Collected data entries:
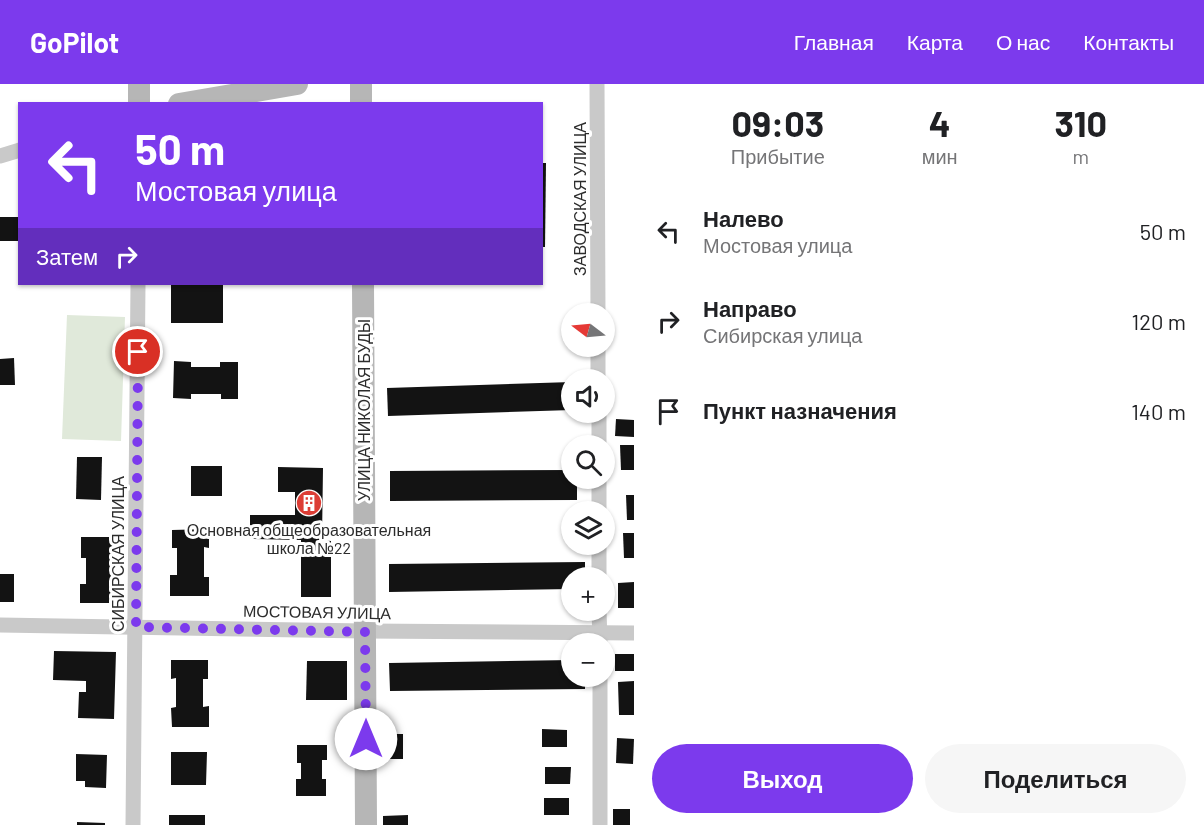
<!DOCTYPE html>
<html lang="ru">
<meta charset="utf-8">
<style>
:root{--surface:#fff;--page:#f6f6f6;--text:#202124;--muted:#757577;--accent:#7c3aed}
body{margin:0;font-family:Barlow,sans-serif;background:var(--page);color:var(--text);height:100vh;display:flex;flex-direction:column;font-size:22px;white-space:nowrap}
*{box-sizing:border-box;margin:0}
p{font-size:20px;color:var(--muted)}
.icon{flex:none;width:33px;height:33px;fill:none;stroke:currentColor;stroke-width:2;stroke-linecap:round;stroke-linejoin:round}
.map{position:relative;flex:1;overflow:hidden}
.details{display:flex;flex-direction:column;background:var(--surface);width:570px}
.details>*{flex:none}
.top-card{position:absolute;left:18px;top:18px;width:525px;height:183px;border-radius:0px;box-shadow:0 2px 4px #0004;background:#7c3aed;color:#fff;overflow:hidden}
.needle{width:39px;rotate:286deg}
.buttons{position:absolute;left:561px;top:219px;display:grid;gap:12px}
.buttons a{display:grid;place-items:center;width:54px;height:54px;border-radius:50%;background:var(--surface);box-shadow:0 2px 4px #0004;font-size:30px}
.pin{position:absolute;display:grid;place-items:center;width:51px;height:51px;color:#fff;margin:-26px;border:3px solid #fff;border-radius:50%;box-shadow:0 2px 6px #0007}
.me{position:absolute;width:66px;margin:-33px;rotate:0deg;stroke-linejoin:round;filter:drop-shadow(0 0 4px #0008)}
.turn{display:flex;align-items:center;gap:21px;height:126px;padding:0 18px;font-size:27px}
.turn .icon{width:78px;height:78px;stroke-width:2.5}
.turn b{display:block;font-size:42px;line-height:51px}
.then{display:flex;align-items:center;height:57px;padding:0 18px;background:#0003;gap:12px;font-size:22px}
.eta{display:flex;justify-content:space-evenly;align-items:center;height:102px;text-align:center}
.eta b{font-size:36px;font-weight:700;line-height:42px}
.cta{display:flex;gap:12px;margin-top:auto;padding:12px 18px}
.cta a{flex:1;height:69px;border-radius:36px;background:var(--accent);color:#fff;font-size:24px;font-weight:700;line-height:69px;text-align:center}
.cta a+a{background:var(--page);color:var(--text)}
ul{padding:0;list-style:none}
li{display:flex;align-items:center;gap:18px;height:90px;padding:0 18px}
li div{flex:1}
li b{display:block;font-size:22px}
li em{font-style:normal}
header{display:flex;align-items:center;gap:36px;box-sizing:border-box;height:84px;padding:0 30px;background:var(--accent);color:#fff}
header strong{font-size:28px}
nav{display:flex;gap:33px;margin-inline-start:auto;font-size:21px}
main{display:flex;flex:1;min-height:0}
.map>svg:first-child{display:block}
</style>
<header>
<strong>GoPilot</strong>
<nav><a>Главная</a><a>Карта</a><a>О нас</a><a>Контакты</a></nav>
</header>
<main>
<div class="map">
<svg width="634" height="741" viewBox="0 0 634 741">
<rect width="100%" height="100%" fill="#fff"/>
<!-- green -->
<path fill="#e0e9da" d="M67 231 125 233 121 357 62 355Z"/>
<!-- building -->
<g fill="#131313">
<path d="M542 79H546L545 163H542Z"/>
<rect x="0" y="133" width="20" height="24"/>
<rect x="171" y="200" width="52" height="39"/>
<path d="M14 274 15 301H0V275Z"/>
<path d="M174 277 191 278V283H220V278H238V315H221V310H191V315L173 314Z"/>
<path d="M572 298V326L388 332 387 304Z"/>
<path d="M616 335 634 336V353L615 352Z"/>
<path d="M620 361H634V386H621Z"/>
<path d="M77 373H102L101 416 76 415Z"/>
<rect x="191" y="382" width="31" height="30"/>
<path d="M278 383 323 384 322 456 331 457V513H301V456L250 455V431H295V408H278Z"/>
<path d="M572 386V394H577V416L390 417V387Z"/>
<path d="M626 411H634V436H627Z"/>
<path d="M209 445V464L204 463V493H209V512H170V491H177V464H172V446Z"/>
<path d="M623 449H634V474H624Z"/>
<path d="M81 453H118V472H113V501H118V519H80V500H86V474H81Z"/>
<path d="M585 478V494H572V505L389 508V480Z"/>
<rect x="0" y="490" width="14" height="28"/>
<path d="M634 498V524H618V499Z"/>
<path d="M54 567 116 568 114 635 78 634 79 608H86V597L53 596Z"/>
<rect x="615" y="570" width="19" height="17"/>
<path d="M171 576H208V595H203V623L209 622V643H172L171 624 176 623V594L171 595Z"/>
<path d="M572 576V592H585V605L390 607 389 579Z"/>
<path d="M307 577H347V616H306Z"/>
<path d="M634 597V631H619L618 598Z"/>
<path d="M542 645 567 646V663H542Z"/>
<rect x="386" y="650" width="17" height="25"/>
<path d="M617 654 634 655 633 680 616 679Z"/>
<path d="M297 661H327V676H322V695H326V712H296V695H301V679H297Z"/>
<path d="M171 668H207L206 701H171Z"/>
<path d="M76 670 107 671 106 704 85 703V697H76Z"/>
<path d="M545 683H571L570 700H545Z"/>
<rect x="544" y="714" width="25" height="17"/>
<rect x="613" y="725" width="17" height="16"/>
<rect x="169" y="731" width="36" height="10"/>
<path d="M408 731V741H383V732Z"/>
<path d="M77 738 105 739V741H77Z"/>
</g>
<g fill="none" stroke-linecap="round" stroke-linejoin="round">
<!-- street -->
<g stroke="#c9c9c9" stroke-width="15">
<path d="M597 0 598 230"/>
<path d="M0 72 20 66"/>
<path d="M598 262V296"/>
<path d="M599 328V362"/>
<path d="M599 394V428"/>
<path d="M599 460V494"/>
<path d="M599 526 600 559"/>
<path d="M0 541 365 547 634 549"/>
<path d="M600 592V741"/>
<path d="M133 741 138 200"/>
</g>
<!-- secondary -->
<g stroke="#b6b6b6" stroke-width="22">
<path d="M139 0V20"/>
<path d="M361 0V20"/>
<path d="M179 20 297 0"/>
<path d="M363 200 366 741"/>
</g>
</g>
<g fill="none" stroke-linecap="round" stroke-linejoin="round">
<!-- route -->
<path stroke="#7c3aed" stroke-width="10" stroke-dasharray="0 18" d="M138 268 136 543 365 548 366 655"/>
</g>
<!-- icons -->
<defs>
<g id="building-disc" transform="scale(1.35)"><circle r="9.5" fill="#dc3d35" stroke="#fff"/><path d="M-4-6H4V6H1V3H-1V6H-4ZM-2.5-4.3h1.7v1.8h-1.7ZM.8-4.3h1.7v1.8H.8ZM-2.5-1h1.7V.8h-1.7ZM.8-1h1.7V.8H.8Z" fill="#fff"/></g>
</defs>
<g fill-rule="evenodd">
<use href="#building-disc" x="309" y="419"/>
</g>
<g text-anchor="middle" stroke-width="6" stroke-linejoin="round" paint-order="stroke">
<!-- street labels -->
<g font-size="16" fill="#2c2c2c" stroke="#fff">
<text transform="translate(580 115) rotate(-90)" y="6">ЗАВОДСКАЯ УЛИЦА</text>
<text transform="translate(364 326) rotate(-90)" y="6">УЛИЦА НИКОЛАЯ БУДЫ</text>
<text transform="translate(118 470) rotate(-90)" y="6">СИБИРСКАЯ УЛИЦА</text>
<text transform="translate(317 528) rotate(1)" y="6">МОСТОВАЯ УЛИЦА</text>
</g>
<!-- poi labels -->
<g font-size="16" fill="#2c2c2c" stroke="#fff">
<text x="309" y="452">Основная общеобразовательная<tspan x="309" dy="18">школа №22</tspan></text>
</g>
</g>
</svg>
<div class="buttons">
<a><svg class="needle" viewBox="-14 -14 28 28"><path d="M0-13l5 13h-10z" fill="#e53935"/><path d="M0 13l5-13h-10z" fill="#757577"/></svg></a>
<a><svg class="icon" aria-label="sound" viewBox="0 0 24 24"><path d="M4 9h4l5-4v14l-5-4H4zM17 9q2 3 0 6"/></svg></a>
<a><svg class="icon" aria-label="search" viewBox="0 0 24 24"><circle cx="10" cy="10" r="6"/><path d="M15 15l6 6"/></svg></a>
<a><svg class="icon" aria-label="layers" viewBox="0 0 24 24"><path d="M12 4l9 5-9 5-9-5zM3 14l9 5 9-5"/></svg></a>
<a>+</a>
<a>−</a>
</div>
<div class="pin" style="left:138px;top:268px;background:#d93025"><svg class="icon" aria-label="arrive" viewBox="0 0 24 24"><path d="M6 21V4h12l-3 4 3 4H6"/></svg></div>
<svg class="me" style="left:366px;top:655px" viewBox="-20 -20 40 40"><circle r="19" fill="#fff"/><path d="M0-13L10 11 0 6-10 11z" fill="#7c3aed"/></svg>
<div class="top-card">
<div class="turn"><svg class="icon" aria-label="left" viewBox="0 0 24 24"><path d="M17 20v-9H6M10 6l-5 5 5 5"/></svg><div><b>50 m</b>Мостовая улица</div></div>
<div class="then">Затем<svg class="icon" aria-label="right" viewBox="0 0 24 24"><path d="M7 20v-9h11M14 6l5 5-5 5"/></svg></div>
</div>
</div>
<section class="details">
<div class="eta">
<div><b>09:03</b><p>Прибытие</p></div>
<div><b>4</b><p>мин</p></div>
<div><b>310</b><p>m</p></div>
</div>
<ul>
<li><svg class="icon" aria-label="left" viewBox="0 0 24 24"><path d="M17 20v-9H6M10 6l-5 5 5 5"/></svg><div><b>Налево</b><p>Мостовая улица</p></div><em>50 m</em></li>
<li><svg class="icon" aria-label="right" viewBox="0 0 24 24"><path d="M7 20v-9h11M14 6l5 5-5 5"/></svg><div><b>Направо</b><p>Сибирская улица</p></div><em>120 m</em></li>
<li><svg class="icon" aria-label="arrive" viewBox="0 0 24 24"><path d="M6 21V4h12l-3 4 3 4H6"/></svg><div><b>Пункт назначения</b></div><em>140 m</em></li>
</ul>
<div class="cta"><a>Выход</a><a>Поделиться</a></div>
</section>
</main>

==

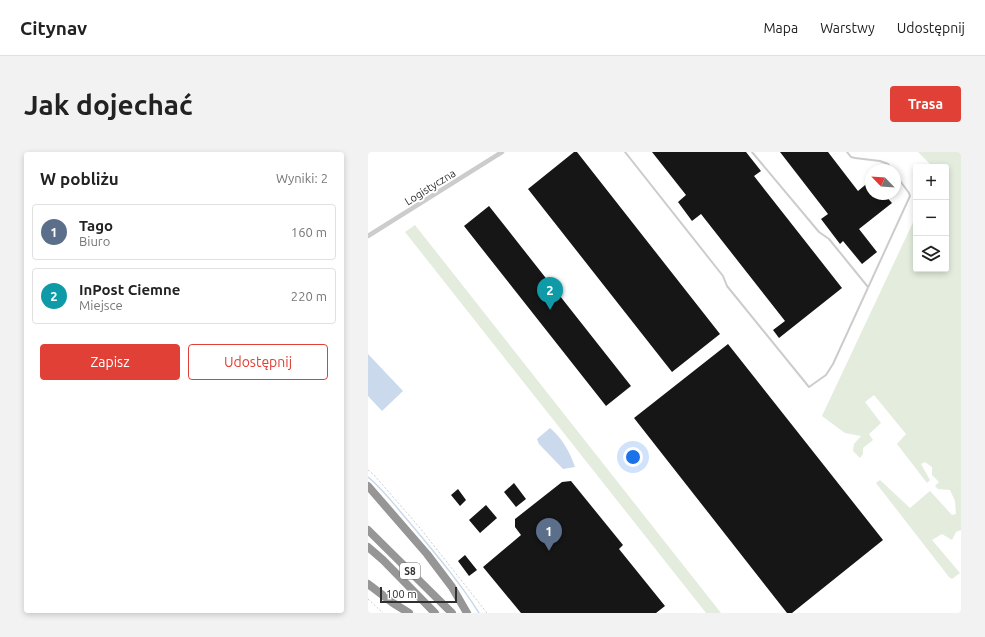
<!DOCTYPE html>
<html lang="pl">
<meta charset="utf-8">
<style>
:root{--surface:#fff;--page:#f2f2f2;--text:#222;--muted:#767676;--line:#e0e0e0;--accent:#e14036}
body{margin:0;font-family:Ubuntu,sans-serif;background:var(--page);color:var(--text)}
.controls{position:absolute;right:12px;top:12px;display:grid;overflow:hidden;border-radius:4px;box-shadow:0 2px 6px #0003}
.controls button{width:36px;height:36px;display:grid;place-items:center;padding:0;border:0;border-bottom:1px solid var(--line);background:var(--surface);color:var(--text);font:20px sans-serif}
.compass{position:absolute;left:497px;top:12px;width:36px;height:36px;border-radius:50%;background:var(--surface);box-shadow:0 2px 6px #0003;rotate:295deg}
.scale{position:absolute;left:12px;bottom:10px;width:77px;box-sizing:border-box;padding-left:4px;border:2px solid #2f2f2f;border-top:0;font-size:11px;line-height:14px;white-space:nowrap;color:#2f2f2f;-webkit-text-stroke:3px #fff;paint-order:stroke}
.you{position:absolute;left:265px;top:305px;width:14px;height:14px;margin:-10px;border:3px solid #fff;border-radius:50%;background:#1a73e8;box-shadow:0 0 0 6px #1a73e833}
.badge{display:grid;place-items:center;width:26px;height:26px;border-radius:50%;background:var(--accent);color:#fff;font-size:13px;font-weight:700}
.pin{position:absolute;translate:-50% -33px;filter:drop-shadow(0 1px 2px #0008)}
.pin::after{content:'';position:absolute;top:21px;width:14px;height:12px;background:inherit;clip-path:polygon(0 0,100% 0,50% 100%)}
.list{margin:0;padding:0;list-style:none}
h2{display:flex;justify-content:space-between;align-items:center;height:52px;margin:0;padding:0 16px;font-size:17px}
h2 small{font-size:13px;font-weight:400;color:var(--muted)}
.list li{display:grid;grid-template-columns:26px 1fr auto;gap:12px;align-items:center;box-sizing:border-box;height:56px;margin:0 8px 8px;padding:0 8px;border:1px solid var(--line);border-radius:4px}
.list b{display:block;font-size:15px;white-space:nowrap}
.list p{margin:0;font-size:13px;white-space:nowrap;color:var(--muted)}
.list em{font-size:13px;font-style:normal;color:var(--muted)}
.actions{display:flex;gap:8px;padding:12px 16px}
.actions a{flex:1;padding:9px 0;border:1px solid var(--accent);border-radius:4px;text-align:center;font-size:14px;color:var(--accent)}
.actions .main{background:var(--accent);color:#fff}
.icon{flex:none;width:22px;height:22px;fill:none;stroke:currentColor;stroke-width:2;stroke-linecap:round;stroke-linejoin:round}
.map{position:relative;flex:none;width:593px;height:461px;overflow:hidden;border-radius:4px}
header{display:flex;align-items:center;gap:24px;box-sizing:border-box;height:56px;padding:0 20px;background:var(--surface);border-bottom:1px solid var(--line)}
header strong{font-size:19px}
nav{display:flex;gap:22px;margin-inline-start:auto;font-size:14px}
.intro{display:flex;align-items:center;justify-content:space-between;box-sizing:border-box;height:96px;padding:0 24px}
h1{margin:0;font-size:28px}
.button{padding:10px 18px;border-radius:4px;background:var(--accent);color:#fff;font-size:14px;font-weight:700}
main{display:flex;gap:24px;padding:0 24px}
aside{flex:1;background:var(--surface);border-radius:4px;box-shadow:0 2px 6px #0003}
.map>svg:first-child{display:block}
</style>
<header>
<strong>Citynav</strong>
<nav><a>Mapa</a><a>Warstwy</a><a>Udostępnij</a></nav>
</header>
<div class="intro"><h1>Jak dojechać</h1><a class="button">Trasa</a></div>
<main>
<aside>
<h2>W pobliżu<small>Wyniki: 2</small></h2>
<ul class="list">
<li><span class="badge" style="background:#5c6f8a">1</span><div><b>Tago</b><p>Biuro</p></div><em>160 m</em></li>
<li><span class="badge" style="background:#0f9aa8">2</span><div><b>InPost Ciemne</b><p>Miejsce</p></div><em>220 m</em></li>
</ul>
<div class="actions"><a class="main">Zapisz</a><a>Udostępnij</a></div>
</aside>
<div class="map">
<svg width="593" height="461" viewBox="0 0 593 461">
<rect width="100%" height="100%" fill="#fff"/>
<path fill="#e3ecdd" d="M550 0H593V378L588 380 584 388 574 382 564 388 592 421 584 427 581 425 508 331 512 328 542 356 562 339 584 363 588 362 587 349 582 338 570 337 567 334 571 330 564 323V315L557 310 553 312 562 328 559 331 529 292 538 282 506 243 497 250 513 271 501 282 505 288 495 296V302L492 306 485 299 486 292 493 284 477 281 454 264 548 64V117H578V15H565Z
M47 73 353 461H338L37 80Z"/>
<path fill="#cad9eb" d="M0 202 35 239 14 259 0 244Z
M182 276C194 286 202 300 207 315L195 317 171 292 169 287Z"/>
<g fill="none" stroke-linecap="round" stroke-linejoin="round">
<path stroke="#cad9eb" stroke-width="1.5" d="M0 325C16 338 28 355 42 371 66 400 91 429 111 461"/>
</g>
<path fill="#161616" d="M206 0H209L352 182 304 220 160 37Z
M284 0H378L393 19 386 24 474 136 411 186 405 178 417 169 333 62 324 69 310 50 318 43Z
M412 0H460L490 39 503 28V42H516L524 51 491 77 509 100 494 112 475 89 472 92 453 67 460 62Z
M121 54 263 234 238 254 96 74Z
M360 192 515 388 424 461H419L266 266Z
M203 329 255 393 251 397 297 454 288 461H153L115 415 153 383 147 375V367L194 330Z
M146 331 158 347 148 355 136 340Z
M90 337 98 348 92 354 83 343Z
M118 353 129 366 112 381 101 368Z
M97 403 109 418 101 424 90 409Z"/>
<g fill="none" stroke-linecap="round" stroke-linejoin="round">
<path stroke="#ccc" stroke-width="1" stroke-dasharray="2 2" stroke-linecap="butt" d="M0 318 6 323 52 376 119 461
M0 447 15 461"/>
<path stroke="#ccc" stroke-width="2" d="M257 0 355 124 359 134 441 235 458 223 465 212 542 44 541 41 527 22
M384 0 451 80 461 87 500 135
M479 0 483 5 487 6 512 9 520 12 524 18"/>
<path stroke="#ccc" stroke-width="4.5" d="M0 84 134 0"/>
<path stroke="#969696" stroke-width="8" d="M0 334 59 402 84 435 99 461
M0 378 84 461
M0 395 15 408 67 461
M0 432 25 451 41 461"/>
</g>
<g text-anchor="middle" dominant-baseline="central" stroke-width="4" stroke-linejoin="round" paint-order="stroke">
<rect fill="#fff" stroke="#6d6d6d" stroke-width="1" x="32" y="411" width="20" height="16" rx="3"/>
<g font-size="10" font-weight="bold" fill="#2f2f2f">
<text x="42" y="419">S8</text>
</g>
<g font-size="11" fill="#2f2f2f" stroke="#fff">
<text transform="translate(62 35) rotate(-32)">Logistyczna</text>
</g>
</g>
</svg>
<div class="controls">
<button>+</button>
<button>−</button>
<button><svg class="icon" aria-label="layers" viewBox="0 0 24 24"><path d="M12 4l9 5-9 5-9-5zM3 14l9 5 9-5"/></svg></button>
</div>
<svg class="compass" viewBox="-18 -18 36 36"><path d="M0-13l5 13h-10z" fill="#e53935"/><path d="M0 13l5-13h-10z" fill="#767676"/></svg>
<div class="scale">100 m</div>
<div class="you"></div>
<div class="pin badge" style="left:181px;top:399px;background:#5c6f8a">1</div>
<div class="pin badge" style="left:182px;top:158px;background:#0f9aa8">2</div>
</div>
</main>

=== YOUR OBJECTIVE ===
Beginning at the line with "M118 353 129 366 112 381 101 368Z" and stopping after the line with "M384 0 451 80 461 87 500 135", please write out every line of the data above exactly and nothing else.

=== RESPONSE ===
M118 353 129 366 112 381 101 368Z
M97 403 109 418 101 424 90 409Z"/>
<g fill="none" stroke-linecap="round" stroke-linejoin="round">
<path stroke="#ccc" stroke-width="1" stroke-dasharray="2 2" stroke-linecap="butt" d="M0 318 6 323 52 376 119 461
M0 447 15 461"/>
<path stroke="#ccc" stroke-width="2" d="M257 0 355 124 359 134 441 235 458 223 465 212 542 44 541 41 527 22
M384 0 451 80 461 87 500 135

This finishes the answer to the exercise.